If you attempt to do this you will see the home rot from the inside out in an even shorter period of time. Please contact me for a client reference list. Do not take someone's word for it talk to people who have been there and now have the proper roof system installed.


----------



## prestigeroofing (Jun 8, 2009)

-Q- said:


> Well, I've had the home for 5 or 6 years now and I'm slowly just watching it fall to ruin. Still haven't found a solution or anyone to help.
> 
> I had resigned to pay for a Rhino Shield treatment (like the truck-bed stuff, they do that for houses now too!) but the full Monty quote was $40k, when we asked for a breakdown of the quote he said he couldn't do that, it would just be $40K. So that fell through
> 
> ...


I do not get time often to respond to this board. Q feel free to contact me via email, I have it on me all the time. Also look into Dome Times and read what John Johnson has posted. Ensure you do your homework and check all of the Dome customers of the proposed roofed before making a decision. Also, again sealing a dome off such as with an elastomeric or rubber membrane, even Grace ice and water is bad news. Talk to the customers I am working for right now.

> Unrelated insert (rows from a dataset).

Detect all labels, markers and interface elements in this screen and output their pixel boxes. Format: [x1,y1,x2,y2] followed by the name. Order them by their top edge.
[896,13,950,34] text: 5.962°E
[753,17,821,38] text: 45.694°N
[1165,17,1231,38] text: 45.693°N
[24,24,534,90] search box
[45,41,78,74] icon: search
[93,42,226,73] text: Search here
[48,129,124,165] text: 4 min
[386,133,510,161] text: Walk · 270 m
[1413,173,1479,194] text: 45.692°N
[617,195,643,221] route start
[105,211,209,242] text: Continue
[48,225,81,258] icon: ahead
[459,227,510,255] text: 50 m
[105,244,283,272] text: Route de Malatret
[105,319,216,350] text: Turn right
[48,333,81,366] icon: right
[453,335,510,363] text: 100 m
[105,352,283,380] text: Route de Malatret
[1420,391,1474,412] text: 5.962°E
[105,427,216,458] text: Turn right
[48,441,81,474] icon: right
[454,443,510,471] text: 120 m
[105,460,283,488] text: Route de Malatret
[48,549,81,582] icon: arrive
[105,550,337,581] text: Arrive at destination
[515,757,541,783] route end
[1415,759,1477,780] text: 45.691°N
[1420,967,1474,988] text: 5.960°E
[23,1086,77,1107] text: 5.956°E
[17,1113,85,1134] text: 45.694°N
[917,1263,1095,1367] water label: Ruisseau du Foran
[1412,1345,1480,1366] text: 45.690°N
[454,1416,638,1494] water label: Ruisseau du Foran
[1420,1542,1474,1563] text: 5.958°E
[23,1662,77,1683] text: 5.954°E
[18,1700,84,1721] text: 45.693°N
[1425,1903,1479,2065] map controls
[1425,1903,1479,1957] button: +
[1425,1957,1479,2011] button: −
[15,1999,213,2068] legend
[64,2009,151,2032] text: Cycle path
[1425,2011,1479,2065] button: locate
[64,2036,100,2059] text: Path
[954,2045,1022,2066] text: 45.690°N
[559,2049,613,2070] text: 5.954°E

Thanks Dan.


----------



## shazapple (Jun 30, 2011)

prestigeroofing said:


> If you attempt to do this you will see the home rot from the inside out in an even shorter period of time. Please contact me for a client reference list. Do not take someone's word for it talk to people who have been there and now have the proper roof system installed.

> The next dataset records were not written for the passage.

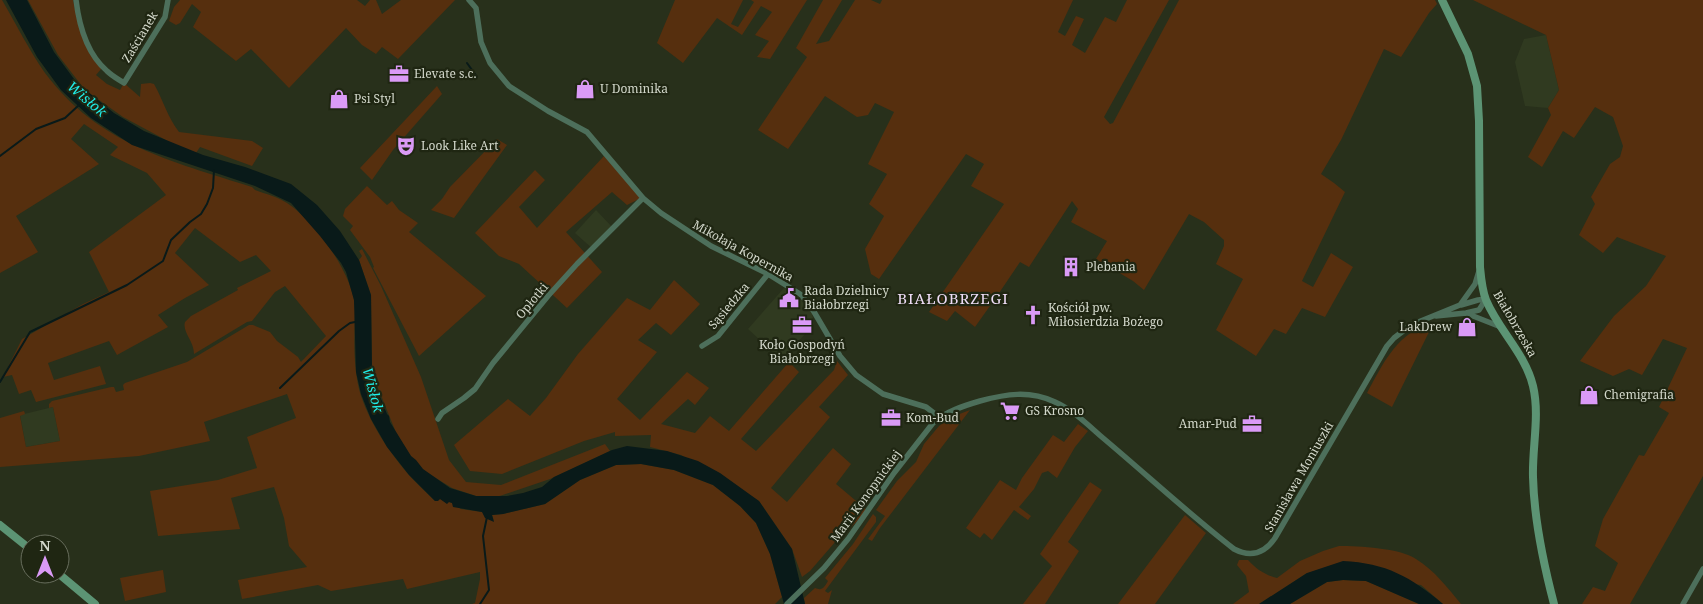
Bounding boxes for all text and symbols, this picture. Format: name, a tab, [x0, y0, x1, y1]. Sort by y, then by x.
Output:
street label: Zaścianek	[118, 7, 162, 66]
office icon: Elevate s.c.	[388, 63, 410, 85]
place label: Elevate s.c.	[414, 65, 476, 82]
water label: Wisłok	[64, 77, 112, 121]
shop icon: U Dominika	[574, 78, 596, 100]
place label: U Dominika	[600, 80, 668, 97]
shop icon: Psi Styl	[328, 88, 350, 110]
place label: Psi Styl	[354, 90, 395, 107]
theatre icon: Look Like Art	[395, 135, 417, 157]
place label: Look Like Art	[421, 137, 498, 154]
street label: Mikołaja Kopernika	[690, 216, 797, 285]
building icon: Plebania	[1060, 256, 1082, 278]
place label: Plebania	[1086, 258, 1136, 275]
street label: Sąsiedzka	[704, 278, 753, 333]
street label: Opłotki	[512, 279, 552, 322]
place label: Rada Dzielnicy Białobrzegi	[804, 282, 889, 313]
public building icon: Rada Dzielnicy Białobrzegi	[778, 287, 800, 309]
street label: Białobrzeska	[1490, 287, 1541, 360]
district label: BIAŁOBRZEGI	[897, 288, 1009, 308]
place label: Kościół pw. Miłosierdzia Bożego	[1048, 299, 1163, 330]
church icon: Kościół pw. Miłosierdzia Bożego	[1022, 304, 1044, 326]
office icon: Koło Gospodyń Białobrzegi	[791, 314, 813, 336]
shop icon: LakDrew	[1456, 316, 1478, 338]
place label: LakDrew	[1400, 318, 1453, 335]
place label: Koło Gospodyń Białobrzegi	[759, 336, 845, 367]
water label: Wisłok	[358, 365, 389, 416]
shop icon: Chemigrafia	[1578, 384, 1600, 406]
place label: Chemigrafia	[1604, 386, 1674, 403]
supermarket icon: GS Krosno	[999, 400, 1021, 422]
place label: GS Krosno	[1025, 402, 1084, 419]
office icon: Kom-Bud	[880, 407, 902, 429]
place label: Kom-Bud	[906, 409, 960, 426]
office icon: Amar-Pud	[1241, 413, 1263, 435]
place label: Amar-Pud	[1179, 415, 1238, 432]
street label: Stanisława Moniuszki	[1260, 418, 1337, 535]
street label: Marii Konopnickiej	[826, 446, 905, 545]
north arrow	[20, 534, 70, 584]
text: N	[39, 536, 51, 555]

So what would be the preferred method of re-roofing these things? I've never come across one so I assumed they would be similar to a concrete deck type roof.


----------



## Edward50 (Apr 21, 2013)

*bump- Q any solution????*

I know this is an old post but I hope the OP is listening. I too have an AID-ome that had absolutely junk concrete work done on the seams. It was unfinished inside, just framing and an electrical box. And it was leaking like a sieve. The first night we "camped" inside it rained and we could only find one spot directly under the cupola that wasn't dripping Oh well I thought I knew what I was getting into
I chiseled out cracks then used concrete caulk to fill. Once that was done I used a elastomaric paint. Worked OK for about 3 years now leaks are starting again. Rather than caulking and repainting every two years has anyone come up with a better solution for these AID-omes? I'm seriously considering attaching a wood framework then sheathing and shingles Would love to hear any real solutions. AID-omes is about useless when it comes to talking about leaks. Not good do future biz I suppose:whistling2:


----------



## jagans (Oct 21, 2012)

My choice would be to use LIC Lightweight insulating concrete on the low slope areas, sloped at 1/4 inch per foot minimum to drain, then install a fully adhered fleece backed membrane like Fibertite 45 mil FBXT, or Sarnafil 60 Mil Fleece backed membrane with proper base and counter flashings to the dome. For the dome I would spray it with polyurethane foam and coat it with silicone. 

The urethane foam will kill the expansion and contraction, and the fleece backed membrane on the low slope areas will provide a shear plane to deal with the movement. 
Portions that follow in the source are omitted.